Third, regarding the potential impeachment witnesses, Dittman informed the court he had attempted to find Mejia and Rizo, but could not locate them.

Fourth, regarding the car, Dittman informed the court that he had obtained the DMV records, which showed "the car had been essentially sold to a pick and pull type of business establishment" and thus salvaged. Hernandez complained that Dittman should have obtained the car because it was "used in the crime scene." When the court asked Hernandez to explain, Hernandez replied, "Basically the way it was stated on the [police] report was the suspects pulled out, stopped, got out of the car, shot Mr. Patel and got in the car and fled away." The court asked him, "What does the car prove?" Hernandez responded, "[F]or . . . gun residue if the car was actually used in the crime scene." The court stated, "It seems to me that is highly speculative. That if the car is the victim's car you would need a court order anyway. And by the time this is brought to anybody's attention any residue would . . . certainly have been long gone. And, finally, apparently Mr. Dittman has found out for you that the car has now been salvaged . . . ."

Fifth, regarding rent receipts, Dittman explained that he had subpoenaed the rent receipts from Town Gate Apartments, and he asked the property manager to deliver the records directly to the court. Addressing Hernandez, the court stated, "I assume this is to show that the witness Mejia is being financially compensated to testify against you." Hernandez replied, "Testify against me."

Last, regarding the phone and text message records, Dittman indicated he had subpoenaed those records from the phone company.

ii. Ruling

The court denied Hernandez's April 7 Marsden motion, stating, "I've had a lot of cases where Marsden motions have been made where there has been a lot stronger showing of the attorney's lack of care, attention, or knowledge about the case than this case. It sure seems to me that Mr. Dittman is probably putting out a 150 percent effort on your case compared to other cases. I would be surprised if he can give this kind of attention to all of his cases." The court found that "literally no stone has been left unturned. The witnesses you want impeached are being sought. The photographs have been secured. The rent receipt is being secured. [Dittman] has contacted the phone companies all at your particular request. And he has even tracked down the car. So I really think that you are being unreasonable in your expectation and complaints about Mr. Dittman." (Italics added.)

iii. Analysis

As the foregoing record shows, Hernandez increased the number of his complaints against his appointed counsel in his three-page April 7 Marsden motion, which raised six complaints that the court characterized as "unreasonable." We conclude the court did not abuse its discretion in denying this Marsden motion.

Hernandez's first complaint that Dittman failed to diligently prepare for trial lacked merit. As already noted, Dittman explained that he succeeded in obtaining dismissal of the great bodily injury enhancement allegation and the gun enhancement allegation for causing great bodily injury and informed the court that "[t]he only life sentence charge that is left against Mr. Hernandez is the attempted murder with premeditation." As will appear, Dittman was continuing to pursue his investigation in preparation for trial.

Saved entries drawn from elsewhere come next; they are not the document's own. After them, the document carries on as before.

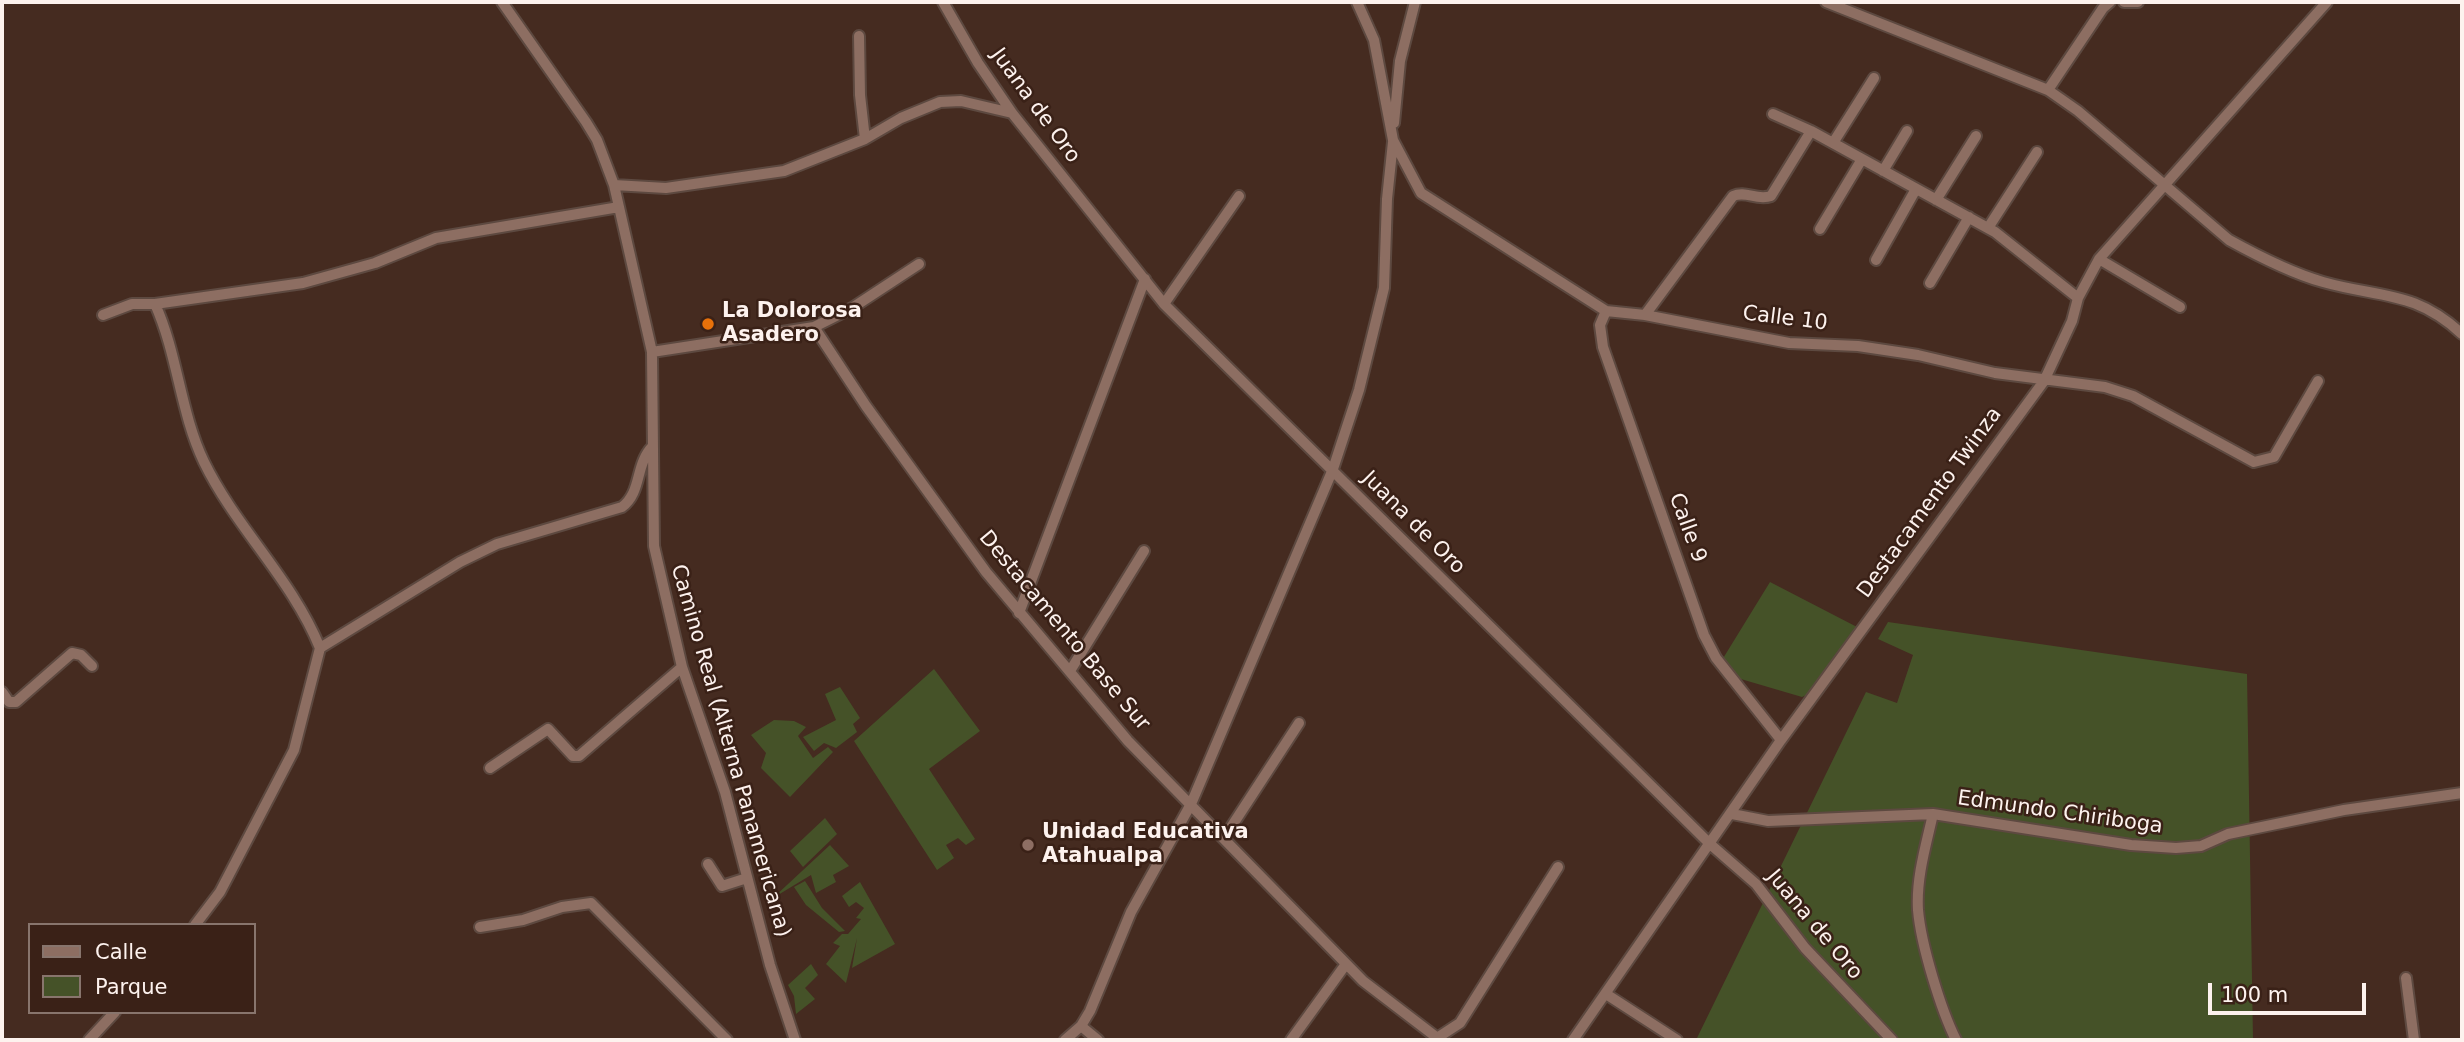 <!DOCTYPE html>
<style>
body{margin:0}
#map{position:relative;width:2464px;height:1042px;overflow:hidden;background:#452b20;font-family:"DejaVu Sans",sans-serif}
canvas{display:block}
.frame{position:absolute;inset:0;border:4px solid #fdf2ee;pointer-events:none}
.legend{position:absolute;left:28px;top:923px;width:228px;height:91px;box-sizing:border-box;background:#3a2117;border:2px solid #88756d;margin:0;padding:9px 12px;list-style:none;font-size:21px;color:#fdf2ee}
.legend li{display:flex;align-items:center;gap:14px;height:35px}
.legend b{width:35px;border:2px solid #88756d}
.scale{position:absolute;left:2208px;top:983px;width:158px;height:32px;box-sizing:border-box;border:4px solid #fdf2ee;border-top:0;padding-left:9px;font-size:21px;line-height:24px;white-space:nowrap;color:#fdf2ee;-webkit-text-stroke:5px #3a2117;paint-order:stroke}
</style>
<div id="map">
<canvas width="2464" height="1042"></canvas>
<div class="frame"></div>
<ul class="legend">
<li><b style="height:9px;background:#8d6e62"></b>Calle</li>
<li><b style="height:19px;background:#455228"></b>Parque</li>
</ul>
<div class="scale">100 m</div>
</div>
<script>
const ctx = document.querySelector('canvas').getContext('2d');
ctx.lineJoin = 'round';
function fill(path, color) {
  ctx.fillStyle = color;
  ctx.fill(path, 'evenodd');
}
function strokePath(path, color, width, dash) {
  ctx.strokeStyle = color;
  ctx.lineWidth = width;
  ctx.lineCap = dash ? 'butt' : 'round';
  ctx.setLineDash(dash || []);
  ctx.stroke(path);
}
function write(font, color, halo, rows, align = 'center') {
  ctx.font = font + ' "DejaVu Sans",sans-serif';
  ctx.lineWidth = 5;
  ctx.setLineDash([]);
  ctx.textBaseline = 'middle';
  ctx.strokeStyle = halo;
  ctx.fillStyle = color;
  for (const [text, x, y, turn = 0] of rows) {
    ctx.save();
    ctx.translate(x, y);
    ctx.rotate((+turn || 0) * Math.PI / 180);
    ctx.textAlign = isNaN(turn) ? turn : align;
    if (halo) ctx.strokeText(text, 0, 0);
    ctx.fillText(text, 0, 0);
    ctx.restore();
  }
}
const green = new Path2D(`
 M 1770,582 L 1857,627 L 1811,693 L 1802,697 L 1734,677 L 1722,660 Z
 M 1888,622 L 2247,674 L 2253,1040 L 1696,1040 L 1866,692 L 1897,703 L 1913,655 L 1878,639 Z
 M 934,669 L 980,731 L 929,769 L 975,839 L 966,845 L 958,838 L 946,845 L 954,858 L 937,870 L 854,741 Z
 M 840,687 L 860,718 L 853,724 L 857,732 L 836,748 L 824,743 L 814,751 L 803,737 L 836,720 L 825,694 Z
 M 774,720 L 794,721 L 806,727 L 798,736 L 813,758 L 828,747 L 833,752 L 790,797 L 761,768 L 766,753 L 751,735 Z
 M 825,818 L 837,834 L 803,867 L 790,851 Z
 M 830,845 L 849,866 L 833,875 L 836,882 L 816,893 L 811,875 L 773,898 Z
 M 805,881 L 822,908 L 845,931 L 839,932 L 806,905 L 794,887 Z
 M 860,882 L 895,944 L 852,968 L 857,938 L 846,983 L 826,964 L 840,946 L 833,943 L 842,934 L 848,934 L 861,919 L 856,918 L 864,908 L 856,902 L 849,907 L 842,896 Z
 M 811,964 L 818,975 L 805,988 L 815,999 L 796,1014 L 794,996 L 788,985 Z`);
const minor = new Path2D(`
 M 502,2 L 586,122 L 597,140 L 614,185 L 652,352 L 654,546 L 682,667 L 725,792 L 770,965 L 795,1040
 M 943,2 L 978,63 L 1012,113 L 1164,304 L 1710,844 L 1756,884 L 1805,948 L 1892,1040
 M 1357,2 L 1374,40 L 1393,140 L 1421,193 L 1606,311 L 1645,315 L 1789,343 L 1858,346 L 1918,355 L 1995,373 L 2105,387 L 2133,396 L 2254,462 L 2274,457 L 2318,381
 M 1826,2 L 2048,90 L 2078,111 L 2229,240 C 2258,256 2291,273 2323,282 C 2379,298 2415,290 2462,334
 M 2124,2 L 2138,2
 M 859,36 L 860,95 L 865,139
 M 2048,90 L 2103,8 L 2110,2
 M 1773,114 L 1811,131 L 1995,232 L 2078,298
 M 1394,123 L 1400,61 L 1415,2
 M 1833,143 L 1874,78
 M 1883,171 L 1907,131
 M 614,185 L 666,188 L 784,171 L 865,139 L 901,118 L 940,102 L 961,101 L 1012,113
 M 1936,200 L 1976,136
 M 1988,228 L 2037,152
 M 1820,229 L 1862,159
 M 2099,259 L 2180,307
 M 1876,260 L 1916,189
 M 1930,283 L 1969,217
 M 155,304 C 178,355 180,412 204,462 C 236,528 292,579 320,648
 M 1164,304 L 1239,196
 M 1606,311 L 1600,325 L 1603,347 L 1704,635 L 1716,658 L 1781,740
 M 103,315 L 132,304 L 155,304 L 303,283 L 375,263 L 436,238 L 619,207
 M 1645,315 L 1733,196 C 1746,190 1756,201 1771,196 L 1811,131
 M 814,327 L 852,308 L 919,264
 M 652,352 L 814,327 L 866,406 L 986,572 L 1128,741 L 1363,981 L 1440,1040
 M 1019,613 L 1145,279
 M 1070,671 L 1144,551
 M 2,692 L 9,702 L 16,702 L 72,653 L 81,655 L 92,666
 M 490,768 L 548,729 L 573,756 L 579,756 L 682,667
 M 1732,814 L 1768,821 L 1933,814 L 2131,845 L 2176,848 L 2201,846 L 2228,834 L 2344,810 L 2462,793
 M 1933,814 C 1926,845 1916,878 1918,910 C 1921,945 1941,1010 1956,1040
 M 1224,838 L 1299,723
 M 708,864 L 722,886 L 747,878
 M 195,925 L 220,892 L 294,750 L 320,648 L 460,562 L 497,544 L 622,507 C 642,492 635,465 652,447
 M 480,927 L 523,920 L 562,907 L 591,903 L 727,1040
 M 2406,978 L 2414,1040
 M 1606,994 L 1677,1040
 M 1081,1026 L 1098,1040
 M 1437,1038 L 1460,1023 L 1558,867
 M 89,1040 L 115,1012
 M 1065,1040 L 1081,1026 L 1090,1011 L 1131,912 L 1191,804 L 1333,469 L 1359,390 L 1384,288 L 1387,199 L 1393,142
 M 1291,1040 L 1346,964
 M 1573,1040 L 1781,740 L 2044,381 L 2072,321 L 2078,298 L 2099,259 L 2327,2`);
const markers = [
 [708,324,7,"#e8710a"],
 [1028,845,7,"#8d6e63"]
];
const streetNames = [
 ["Juana de Oro",1035,106,54],
 ["Calle 10",1785,319,7],
 ["Destacamento Twinza",1930,503,-54],
 ["Juana de Oro",1413,523,45],
 ["Calle 9",1687,528,70],
 ["Destacamento Base Sur",1064,631,50],
 ["Camino Real (Alterna Panamericana)",730,751,74],
 ["Edmundo Chiriboga",2060,813,8],
 ["Juana de Oro",1814,925,50]
];
const poiNames = [
 ["La Dolorosa",722,312],
 ["Asadero",722,336],
 ["Unidad Educativa",1042,833],
 ["Atahualpa",1042,857]
];
fill(green, '#455228');
strokePath(minor, '#5d4940', 14);
strokePath(minor, '#8d6e62', 10);
for (const [x, y, r, color] of markers) {
  const dot = new Path2D();
  dot.arc(x, y, r, 0, 2 * Math.PI);
  ctx.fillStyle = color;
  ctx.fill(dot);
  strokePath(dot, '#3a2117', 2.5);
}
write('21px', '#fdf2ee', '#3a2117', streetNames);
write('bold 21px', '#fdf2ee', '#3a2117', poiNames, 'left');
</script> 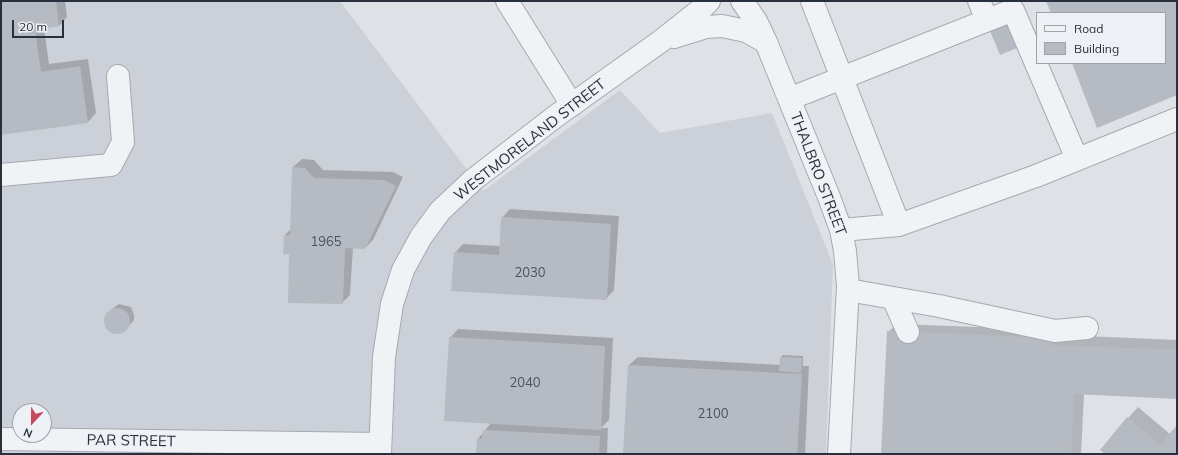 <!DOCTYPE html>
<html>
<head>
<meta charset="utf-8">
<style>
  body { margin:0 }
  #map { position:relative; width:1178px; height:455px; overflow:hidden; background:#dee2e7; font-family:Mulish,sans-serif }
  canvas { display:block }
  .frame { position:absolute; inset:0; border:2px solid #28303d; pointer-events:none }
  .legend { position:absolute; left:1036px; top:12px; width:130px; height:52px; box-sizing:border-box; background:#edf1f5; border:1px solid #9ea4ab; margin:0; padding:5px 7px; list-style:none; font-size:12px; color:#28303d }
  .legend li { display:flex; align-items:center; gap:8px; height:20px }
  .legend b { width:20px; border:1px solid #9ea4ab }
  .north { position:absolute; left:12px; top:403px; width:40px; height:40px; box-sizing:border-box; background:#edf1f5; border:1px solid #9ea4ab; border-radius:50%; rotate:202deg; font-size:11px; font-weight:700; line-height:16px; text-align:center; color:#28303d }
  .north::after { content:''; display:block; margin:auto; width:14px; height:18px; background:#c64960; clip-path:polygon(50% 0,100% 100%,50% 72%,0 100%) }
  .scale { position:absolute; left:12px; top:20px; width:52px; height:18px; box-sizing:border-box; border:2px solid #28303d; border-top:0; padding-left:5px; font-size:12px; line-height:14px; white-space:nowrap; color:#28303d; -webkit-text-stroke:3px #edf1f5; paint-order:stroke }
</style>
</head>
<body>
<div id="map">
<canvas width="1178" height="455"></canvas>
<div class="frame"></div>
<ul class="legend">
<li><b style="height:5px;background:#f1f2f5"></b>Road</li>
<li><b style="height:11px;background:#b6bbc3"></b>Building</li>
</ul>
<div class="north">N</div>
<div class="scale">20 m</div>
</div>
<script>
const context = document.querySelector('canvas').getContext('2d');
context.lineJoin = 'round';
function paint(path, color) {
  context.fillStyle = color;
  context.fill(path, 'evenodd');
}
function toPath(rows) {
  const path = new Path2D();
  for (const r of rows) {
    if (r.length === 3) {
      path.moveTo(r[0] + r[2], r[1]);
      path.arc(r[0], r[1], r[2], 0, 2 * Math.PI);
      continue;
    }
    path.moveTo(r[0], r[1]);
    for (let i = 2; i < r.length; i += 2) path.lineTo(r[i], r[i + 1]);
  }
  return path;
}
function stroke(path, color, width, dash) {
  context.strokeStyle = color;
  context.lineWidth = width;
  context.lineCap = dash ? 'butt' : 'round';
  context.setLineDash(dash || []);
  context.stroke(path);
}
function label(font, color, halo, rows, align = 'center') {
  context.font = font + ' Mulish,sans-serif';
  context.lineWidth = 3.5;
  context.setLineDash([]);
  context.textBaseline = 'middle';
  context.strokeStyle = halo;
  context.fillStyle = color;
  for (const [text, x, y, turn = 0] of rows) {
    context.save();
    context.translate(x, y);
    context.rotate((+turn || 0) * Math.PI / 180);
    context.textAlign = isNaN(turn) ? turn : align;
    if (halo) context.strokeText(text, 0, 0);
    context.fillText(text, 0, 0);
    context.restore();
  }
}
const built = toPath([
  [1,1,340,1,483,191,620,90,660,133,772,113,833,264,826,454,1,454],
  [20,411,44,411,44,435,20,435]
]);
const shadow = toPath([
  [1,1,65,1,67,17,59,26,44,28,49,64,88,59,96,113,88,122,1,134],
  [302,159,314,160,323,170,393,172,403,177,373,240,365,248,353,248,350,295,342,303,290,253,285,235,291,229,293,167],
  [510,209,619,216,614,290,606,299,455,253,463,244,500,246,502,218],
  [119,304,131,307,134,315,134,320,129,326,124,331,118,333,111,331,106,326,105,319,108,312],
  [897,324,1057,330,1061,335,1177,340,1177,398,1084,394,1081,454,882,454,888,332],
  [458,329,613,338,609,420,601,428,608,428,607,454,477,454,478,439,491,423,450,338],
  [783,355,803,356,803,366,809,366,805,454,624,454,629,365,638,357,780,365,781,357],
  [1138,407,1170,434,1177,426,1177,454,1107,454,1128,418]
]);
const building = toPath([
  [1,1,56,1,59,26,35,30,41,72,80,66,88,123,1,135],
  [1046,1,1177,1,1177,95,1097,128,1072,63,1165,63,1165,13,1051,13],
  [1007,24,1017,48,1000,55,990,31],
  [292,167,305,168,314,178,384,180,396,186,365,249,345,248,343,304,288,303,289,254,283,254,284,235,290,235],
  [501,217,611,224,607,300,451,291,454,252,499,255],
  [117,321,13],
  [887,331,1049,338,1050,345,1177,350,1177,399,1074,394,1071,454,881,454],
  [449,337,605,346,601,430,444,421],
  [780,357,802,358,801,373,779,371],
  [628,365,802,374,797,454,623,454],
  [1127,417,1160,445,1177,425,1177,454,1105,454,1100,450],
  [483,430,600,436,599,454,476,454,477,439,482,439]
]);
const minor = toPath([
  [507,1,572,105],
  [742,1,756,21,766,42,829,197,841,230,845,251,848,286,839,454],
  [812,1,899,225],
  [979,1,987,20],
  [674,37,706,27,722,26,746,31,766,42],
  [789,99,1013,10,1077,159],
  [1,175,111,165,123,142,118,76],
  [841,230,899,225,1036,176,1177,119],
  [848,290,939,306,1055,331,1087,328],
  [893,298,908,332],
  [1,439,380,444],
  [380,454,384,357,392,304,403,270,421,237,440,211,473,180,556,116,661,41,699,11,709,1]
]);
const numberNames = [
  ["1965",326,242],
  ["2030",530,273],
  ["2040",525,383],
  ["2100",713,414]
];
const streetNames = [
  ["WESTMORELAND STREET",530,140,-38],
  ["THALBRO STREET",818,174,69],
  ["PAR STREET",131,441,1]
];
paint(built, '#ccd1d9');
paint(shadow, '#0003');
paint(building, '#b6bbc3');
stroke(minor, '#a4a9b1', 24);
stroke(minor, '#f1f2f5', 22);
label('13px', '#4c535e', null, numberNames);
label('15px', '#28303d', '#edf1f5', streetNames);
</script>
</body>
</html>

Hernandez's second complaint that Dittman had failed to obtain digital photographs of the victim's (i.e., Patel's) injuries also lacked merit. Dittman informed the court he had obtained photos of those injuries and had shown them to Hernandez in the jail. Hernandez admitted during the hearing that he had seen the photos of Patel's wounds.

Hernandez's complaint that Dittman was refusing to interview Mejia and Rizo similarly lacked merit. Dittman explained his investigator could not locate them.

Although Hernandez next complained that Dittman failed to obtain "information of material evidence" about the car Mejia bought with the money she obtained from Patel, Dittman informed the court he had obtained the DMV records for that car, which showed "the car had been essentially sold to a pick and pull type of business establishment," indicating it had been dismantled for salvage. The record thus shows Dittman did try to obtain forensic evidence related to the car.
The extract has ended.